Other employee venting sites provide job-specific portals for disgruntled workers employed by hotels, restaurants, airlines and coffee shops. Dozens of employer-specific groups have taken up residence on Facebook.
Julie Marko, who left retail for her current position as a waitress at an upscale Edmonton restaurant, says aggressive customers have chewed her out over everything from ill-fitting clothes - one woman became enraged when the waistband of the store's pants was too big for her build - to the wait time for a table.
"If we tell them there's an hour wait and it ends up being an hour and a half, people are livid - yelling and swearing and just being really abusive," said Marko, a 19-year-old university student.
"Because people are in a position where they're paying for something, they think they should be waited on hand and foot, and that everything should be perfect and that there are machines running" the kitchen.
Dianne Johnstone, a spokesperson for the Retail Council of Canada, says a shortage of skilled workers is a significant factor in shoppers' discontent.
"There are just not enough bodies to go around," she said. "We're trying our best to meet the customer demands, yet customers are accustomed to a certain level (of service) and may get frustrated when they walk into a store ... and find it difficult to find someone to help them immediately."
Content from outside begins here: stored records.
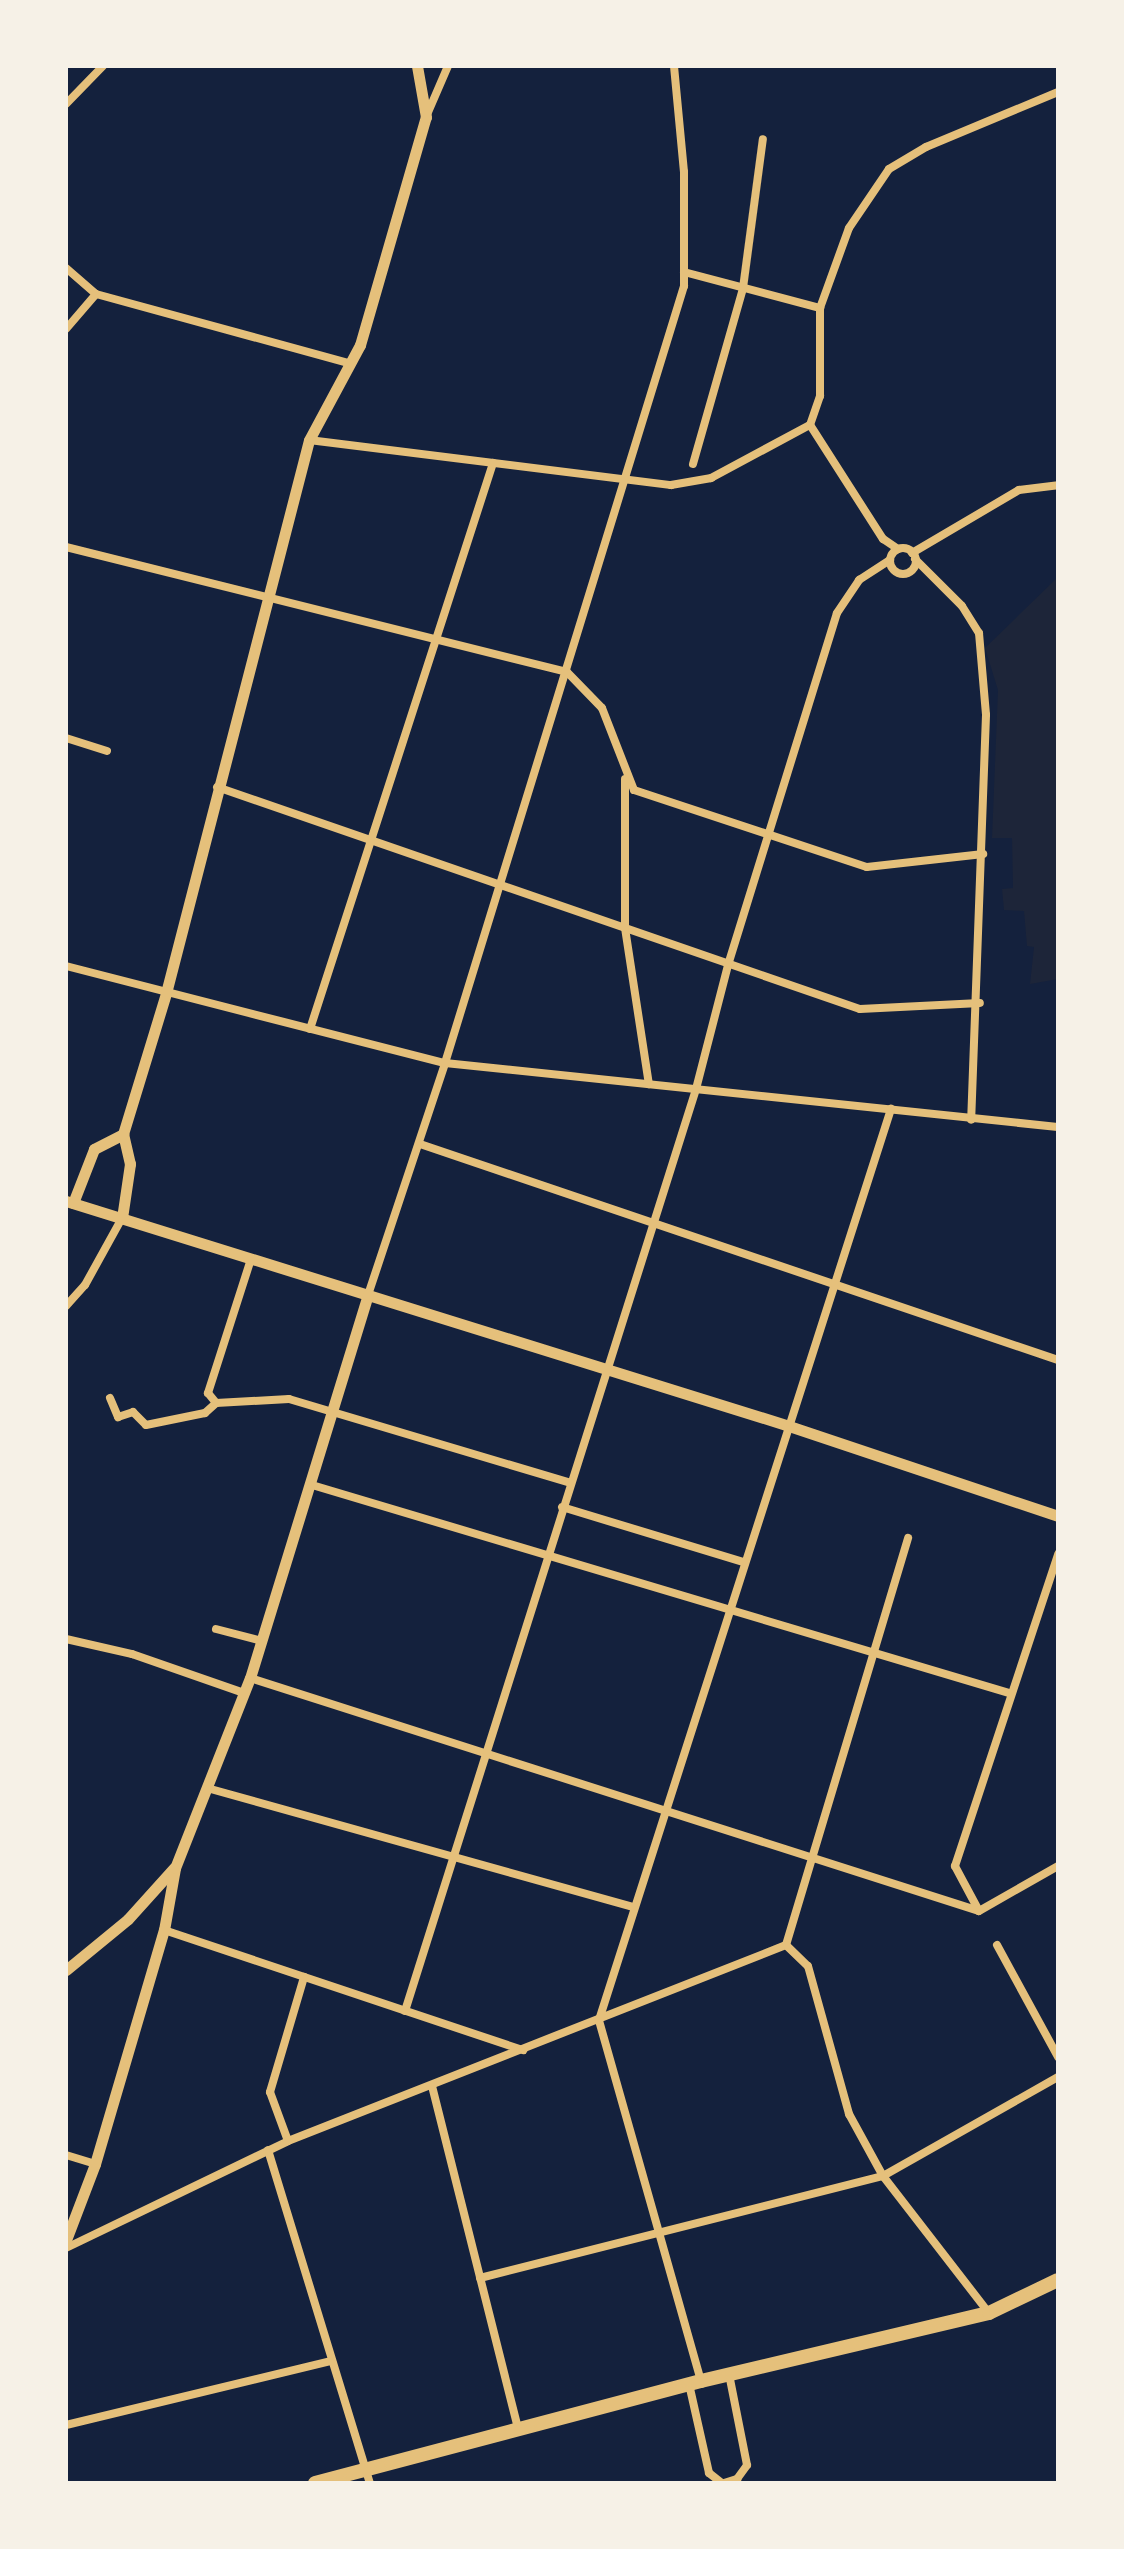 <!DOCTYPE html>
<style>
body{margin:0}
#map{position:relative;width:1124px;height:2549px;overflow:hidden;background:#14213d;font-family:Arial,sans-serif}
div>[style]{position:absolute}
.green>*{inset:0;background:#1d2539}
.minor>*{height:8px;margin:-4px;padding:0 4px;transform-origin:4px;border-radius:4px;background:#e5c07b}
.minor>.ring{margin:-4px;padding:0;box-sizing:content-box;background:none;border:8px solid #e5c07b;border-radius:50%}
.tertiary>*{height:11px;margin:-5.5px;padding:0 5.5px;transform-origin:5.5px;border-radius:5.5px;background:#e5c07b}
.primary>*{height:14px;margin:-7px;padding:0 7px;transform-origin:7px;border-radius:7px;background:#e5c07b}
span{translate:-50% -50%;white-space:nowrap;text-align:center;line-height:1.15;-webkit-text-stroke:8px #f6f1e7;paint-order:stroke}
.frame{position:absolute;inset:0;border:68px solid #f6f1e7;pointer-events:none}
</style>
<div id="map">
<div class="green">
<i style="clip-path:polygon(1058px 577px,1058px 979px,1030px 984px,1034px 947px,1027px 946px,1024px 911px,1004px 910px,1002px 889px,1013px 888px,1012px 838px,992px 838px,998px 690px,985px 648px)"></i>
</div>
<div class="minor">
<i style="left:66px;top:104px;width:53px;rotate:-45.8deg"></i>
<i style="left:426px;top:117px;width:56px;rotate:-66.7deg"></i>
<i style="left:66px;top:268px;width:40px;rotate:41deg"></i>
<i style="left:96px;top:294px;width:261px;rotate:15.3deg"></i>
<i style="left:684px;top:272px;width:141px;rotate:14.8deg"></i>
<i style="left:66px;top:329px;width:46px;rotate:-49.4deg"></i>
<i style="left:309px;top:440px;width:365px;rotate:7.1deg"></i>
<i style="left:671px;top:485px;width:41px;rotate:-9.9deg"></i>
<i style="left:711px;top:478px;width:112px;rotate:-28.2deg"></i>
<i style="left:693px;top:464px;width:183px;rotate:-74.1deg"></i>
<i style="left:743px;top:288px;width:150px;rotate:-82.4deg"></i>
<i style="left:66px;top:547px;width:516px;rotate:14.01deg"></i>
<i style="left:567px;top:672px;width:50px;rotate:45.8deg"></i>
<i style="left:602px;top:708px;width:88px;rotate:68.7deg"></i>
<i style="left:634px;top:790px;width:245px;rotate:18.3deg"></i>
<i style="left:867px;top:867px;width:117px;rotate:-6.4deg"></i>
<i class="ring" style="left:890px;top:548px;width:18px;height:18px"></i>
<i style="left:898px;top:549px;width:18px;rotate:-146deg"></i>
<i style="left:883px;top:539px;width:135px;rotate:-122.6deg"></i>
<i style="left:810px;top:425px;width:31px;rotate:-71deg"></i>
<i style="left:820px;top:396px;width:88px;rotate:-90deg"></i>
<i style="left:820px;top:308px;width:85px;rotate:-70.1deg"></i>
<i style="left:849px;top:228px;width:71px;rotate:-55.9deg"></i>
<i style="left:889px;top:169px;width:43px;rotate:-30.7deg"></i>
<i style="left:926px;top:147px;width:143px;rotate:-22.6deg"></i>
<i style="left:912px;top:553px;width:124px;rotate:-30.5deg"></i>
<i style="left:1019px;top:490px;width:39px;rotate:-7deg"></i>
<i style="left:915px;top:559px;width:66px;rotate:45deg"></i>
<i style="left:962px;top:606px;width:32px;rotate:58deg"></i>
<i style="left:979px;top:633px;width:82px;rotate:85.1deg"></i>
<i style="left:986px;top:715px;width:405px;rotate:92.1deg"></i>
<i style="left:66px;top:738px;width:43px;rotate:17.6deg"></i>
<i style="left:625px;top:779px;width:149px;rotate:90deg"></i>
<i style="left:625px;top:928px;width:158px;rotate:81.3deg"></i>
<i style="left:217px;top:787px;width:680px;rotate:19.05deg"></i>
<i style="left:860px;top:1009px;width:120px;rotate:-2.9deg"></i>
<i style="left:66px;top:966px;width:391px;rotate:14.4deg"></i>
<i style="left:445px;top:1063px;width:616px;rotate:5.96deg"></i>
<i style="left:310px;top:1029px;width:595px;rotate:-72.08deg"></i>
<i style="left:420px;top:1144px;width:674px;rotate:18.7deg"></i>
<i style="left:251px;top:1259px;width:141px;rotate:107.8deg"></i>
<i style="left:208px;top:1393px;width:13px;rotate:51deg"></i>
<i style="left:216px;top:1403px;width:73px;rotate:-3.1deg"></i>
<i style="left:289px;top:1399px;width:293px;rotate:16.6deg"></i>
<i style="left:368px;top:1295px;width:244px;rotate:-71.6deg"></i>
<i style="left:445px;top:1063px;width:813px;rotate:-72.9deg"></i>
<i style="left:684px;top:286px;width:114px;rotate:-90deg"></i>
<i style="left:684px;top:172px;width:106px;rotate:-95.4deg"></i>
<i style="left:66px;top:1306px;width:28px;rotate:-48deg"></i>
<i style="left:85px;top:1285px;width:77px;rotate:-61.1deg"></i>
<i style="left:110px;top:1398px;width:21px;rotate:67deg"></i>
<i style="left:118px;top:1417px;width:16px;rotate:-18deg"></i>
<i style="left:133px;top:1412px;width:18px;rotate:45deg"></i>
<i style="left:146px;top:1425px;width:60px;rotate:-11.5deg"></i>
<i style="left:205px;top:1413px;width:15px;rotate:-42deg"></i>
<i style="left:312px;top:1485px;width:727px;rotate:16.62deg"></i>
<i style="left:562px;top:1507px;width:189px;rotate:16.9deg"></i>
<i style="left:216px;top:1629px;width:48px;rotate:14.6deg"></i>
<i style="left:66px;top:1639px;width:68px;rotate:12.8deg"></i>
<i style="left:132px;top:1654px;width:119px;rotate:19.2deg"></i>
<i style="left:250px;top:1678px;width:765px;rotate:17.72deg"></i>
<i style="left:207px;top:1788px;width:442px;rotate:15.6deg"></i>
<i style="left:979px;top:1911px;width:51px;rotate:-118.1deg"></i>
<i style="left:955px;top:1866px;width:329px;rotate:-71.7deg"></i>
<i style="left:979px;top:1911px;width:91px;rotate:-29.7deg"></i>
<i style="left:164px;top:1930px;width:379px;rotate:18.5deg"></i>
<i style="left:786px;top:1945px;width:30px;rotate:44deg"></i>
<i style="left:808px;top:1966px;width:154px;rotate:74.5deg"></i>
<i style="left:849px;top:2114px;width:71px;rotate:61.3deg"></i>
<i style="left:883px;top:2176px;width:173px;rotate:52.3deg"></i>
<i style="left:786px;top:1945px;width:425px;rotate:-73.3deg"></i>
<i style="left:997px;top:1945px;width:128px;rotate:61.4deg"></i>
<i style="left:405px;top:2011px;width:967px;rotate:-72.48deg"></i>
<i style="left:696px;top:1089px;width:128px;rotate:-75.5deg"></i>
<i style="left:728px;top:965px;width:368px;rotate:-72.8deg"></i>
<i style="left:837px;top:613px;width:40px;rotate:-56deg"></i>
<i style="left:859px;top:580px;width:37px;rotate:-33deg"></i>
<i style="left:432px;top:2086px;width:354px;rotate:75.9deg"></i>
<i style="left:288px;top:2141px;width:52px;rotate:-110.2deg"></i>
<i style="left:270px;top:2092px;width:120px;rotate:-73.5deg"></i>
<i style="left:268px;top:2150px;width:348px;rotate:73deg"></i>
<i style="left:66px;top:2155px;width:30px;rotate:17deg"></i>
<i style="left:66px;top:2248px;width:246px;rotate:-25.7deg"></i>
<i style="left:288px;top:2141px;width:535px;rotate:-21.48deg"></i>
<i style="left:480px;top:2278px;width:416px;rotate:-14.2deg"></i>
<i style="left:883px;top:2176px;width:201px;rotate:-29.5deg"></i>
<i style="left:701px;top:2381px;width:375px;rotate:-105.8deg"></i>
<i style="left:599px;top:2020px;width:957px;rotate:-72.23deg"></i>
<i style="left:689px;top:2384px;width:91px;rotate:77.3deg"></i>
<i style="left:709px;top:2473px;width:16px;rotate:38deg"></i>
<i style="left:66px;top:2425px;width:272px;rotate:-13.6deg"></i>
<i style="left:724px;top:2483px;width:14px;rotate:-17deg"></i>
<i style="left:737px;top:2479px;width:17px;rotate:-54deg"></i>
<i style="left:747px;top:2465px;width:93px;rotate:-101.2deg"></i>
</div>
<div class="tertiary">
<i style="left:66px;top:1201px;width:754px;rotate:17.28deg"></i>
<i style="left:786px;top:1425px;width:287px;rotate:18.5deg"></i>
<i style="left:73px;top:1203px;width:58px;rotate:-68.7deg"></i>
<i style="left:94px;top:1149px;width:33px;rotate:-27deg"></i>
<i style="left:122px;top:1218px;width:55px;rotate:-81.6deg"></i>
<i style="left:130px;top:1164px;width:31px;rotate:-103deg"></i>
<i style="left:123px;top:1134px;width:147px;rotate:-73deg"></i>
<i style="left:166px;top:993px;width:571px;rotate:-75.5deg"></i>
<i style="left:309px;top:440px;width:108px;rotate:-61.8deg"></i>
<i style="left:360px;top:345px;width:237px;rotate:-73.9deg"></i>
<i style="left:426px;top:117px;width:52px;rotate:-100deg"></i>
<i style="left:66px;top:1970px;width:80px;rotate:-39.4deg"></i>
<i style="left:128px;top:1919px;width:69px;rotate:-48deg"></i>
<i style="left:66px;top:2240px;width:81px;rotate:-69.1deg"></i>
<i style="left:95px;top:2164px;width:244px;rotate:-73.6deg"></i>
<i style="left:164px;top:1930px;width:63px;rotate:-79.9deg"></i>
<i style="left:175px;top:1868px;width:204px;rotate:-68.5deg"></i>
<i style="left:250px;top:1678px;width:401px;rotate:-72.9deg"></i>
</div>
<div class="primary">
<i style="left:315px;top:2483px;width:399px;rotate:-14.8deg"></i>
<i style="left:701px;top:2381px;width:296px;rotate:-13.3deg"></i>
<i style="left:989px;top:2313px;width:76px;rotate:-25.6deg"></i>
</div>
<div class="frame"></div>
</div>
According to Johnstone, Alberta - where the labour shortage is especially acute - has seen one of the most notable increases in customers behaving badly, based on reports by the Council's members.
Although employers can teach staff how to handle these hostile shoppers, the time and money available for such training has been drastically reduced over the years.
"As much as we do our best," Johnstone said, "sometimes things don't happen the way they should."